For tax purposes, partners' incomes are treated individually but when it comes to welfare, the other person's income matters.
Dr Susan St John of Auckland University and Keith Rankin of Unitec told the New Zealand Herald the system was based on "outmoded social concepts" such as assuming that everyone lives in single-income families.
Under the rules, the unemployment benefit is cut by 70c for every dollar earned above $80 a week by either the main earner or their partner. Anyone with a partner earning more than $534 a week cannot get any benefit.
In Australia, the dole is reduced by 60c for every dollar of a partner's income above A$387.50 ($485) a week, so a partial benefit is available until the partner earns A$1069 ($1340) a week.
Prime Minister John Key, speaking on Newstalk this morning, said the problem was not new.
"That is one of the challenges with the welfare system versus the tax system," he said.
"If there was a way of being able to address that more simply and in a less complicated way it would be worth exploring because there are anomalies in the system."
He said in some cases an unemployed person's partner may be on a very high salary.
"There are reasons why it has been established that way."
He said a tax advisory group could look at the debate.
Mr Rankin said NZ's much tighter treatment of partner income was probably the main reason a Ministry of Social Development analysis last week found that only 32 percent of the unemployed get the unemployment benefit in this country, compared with 99 percent in Australia.
A paper he has written with Dr St John, Escaping the Welfare Mess, argued that all main benefits should be assessed on the basis of individual, rather than household, income.
"Anachronistic requirements to meet hours worked or to force couples to aggregate their incomes for benefit purposes need to be progressively removed," they write.
Mr Rankin said the system created the "incentive to separate".
Sole parents were now allowed to earn up to $180 a week before the 70c reduction cut in, whereas the $80 limit for the unemployment benefit had not changed since 1986.
The conservative Maxim Institute said it would be better to assess income for both tax and welfare purposes on a household basis, rather than shifting both to an individual basis.
Maxim policy manager Alex Penk said allowing two-income couples to split their income for tax purposes would automatically reduce their taxes if one partner lost their job.
Social Development Minister Paula Bennett told the newspaper she sympathised with the plight of couples but that was how the welfare system had always operated.
The Green Party's social development spokeswoman, Sue Bradford, said the system financially rewarded couples who split up.

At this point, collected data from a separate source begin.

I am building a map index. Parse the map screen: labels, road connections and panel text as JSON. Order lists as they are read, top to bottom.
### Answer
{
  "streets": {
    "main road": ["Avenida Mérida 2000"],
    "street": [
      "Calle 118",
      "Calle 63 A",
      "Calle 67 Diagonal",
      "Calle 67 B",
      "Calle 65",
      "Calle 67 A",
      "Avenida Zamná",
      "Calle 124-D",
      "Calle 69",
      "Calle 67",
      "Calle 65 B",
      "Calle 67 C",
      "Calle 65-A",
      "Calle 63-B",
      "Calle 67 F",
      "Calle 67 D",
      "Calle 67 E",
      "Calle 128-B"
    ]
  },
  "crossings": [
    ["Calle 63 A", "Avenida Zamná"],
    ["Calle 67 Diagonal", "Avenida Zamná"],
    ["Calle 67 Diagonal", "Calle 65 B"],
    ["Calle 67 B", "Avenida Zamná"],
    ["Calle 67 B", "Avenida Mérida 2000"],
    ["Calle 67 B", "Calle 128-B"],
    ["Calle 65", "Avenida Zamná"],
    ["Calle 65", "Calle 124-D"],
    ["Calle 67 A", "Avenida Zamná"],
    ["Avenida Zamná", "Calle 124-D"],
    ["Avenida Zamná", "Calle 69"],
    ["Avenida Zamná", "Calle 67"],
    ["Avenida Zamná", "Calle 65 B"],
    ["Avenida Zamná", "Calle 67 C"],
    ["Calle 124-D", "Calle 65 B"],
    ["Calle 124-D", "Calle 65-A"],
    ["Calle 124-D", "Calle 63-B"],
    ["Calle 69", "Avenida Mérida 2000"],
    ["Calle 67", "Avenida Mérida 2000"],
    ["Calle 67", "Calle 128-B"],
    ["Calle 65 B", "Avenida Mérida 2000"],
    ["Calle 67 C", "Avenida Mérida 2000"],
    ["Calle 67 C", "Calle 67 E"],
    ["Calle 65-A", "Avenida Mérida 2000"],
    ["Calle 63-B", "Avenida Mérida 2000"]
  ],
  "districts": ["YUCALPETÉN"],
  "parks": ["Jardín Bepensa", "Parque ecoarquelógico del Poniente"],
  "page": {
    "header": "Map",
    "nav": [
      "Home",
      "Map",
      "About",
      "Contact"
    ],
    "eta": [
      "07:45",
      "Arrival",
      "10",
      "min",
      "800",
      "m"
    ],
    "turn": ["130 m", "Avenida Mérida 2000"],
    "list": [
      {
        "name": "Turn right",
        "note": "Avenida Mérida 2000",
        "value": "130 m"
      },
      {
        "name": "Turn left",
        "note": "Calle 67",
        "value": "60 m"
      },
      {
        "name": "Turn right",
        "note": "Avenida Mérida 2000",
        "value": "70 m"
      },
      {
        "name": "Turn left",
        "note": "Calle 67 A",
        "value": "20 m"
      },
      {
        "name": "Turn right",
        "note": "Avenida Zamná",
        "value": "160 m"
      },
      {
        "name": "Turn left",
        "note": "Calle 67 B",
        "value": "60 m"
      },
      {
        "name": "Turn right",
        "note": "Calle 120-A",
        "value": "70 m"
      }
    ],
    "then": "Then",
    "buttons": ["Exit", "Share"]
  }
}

"If the Government is serious about keeping families together, even in times of hardship, then limits on what the working partner can earn should be raised immediately," she said.
"Financial pressures that attack the family unit lead to deepening poverty and emotional damage for all concerned, accentuating the impacts of an already tough situation."
Revenue Minister Peter Dunne said changing the welfare system would be a massive job and was unlikely to happen in the next couple of years.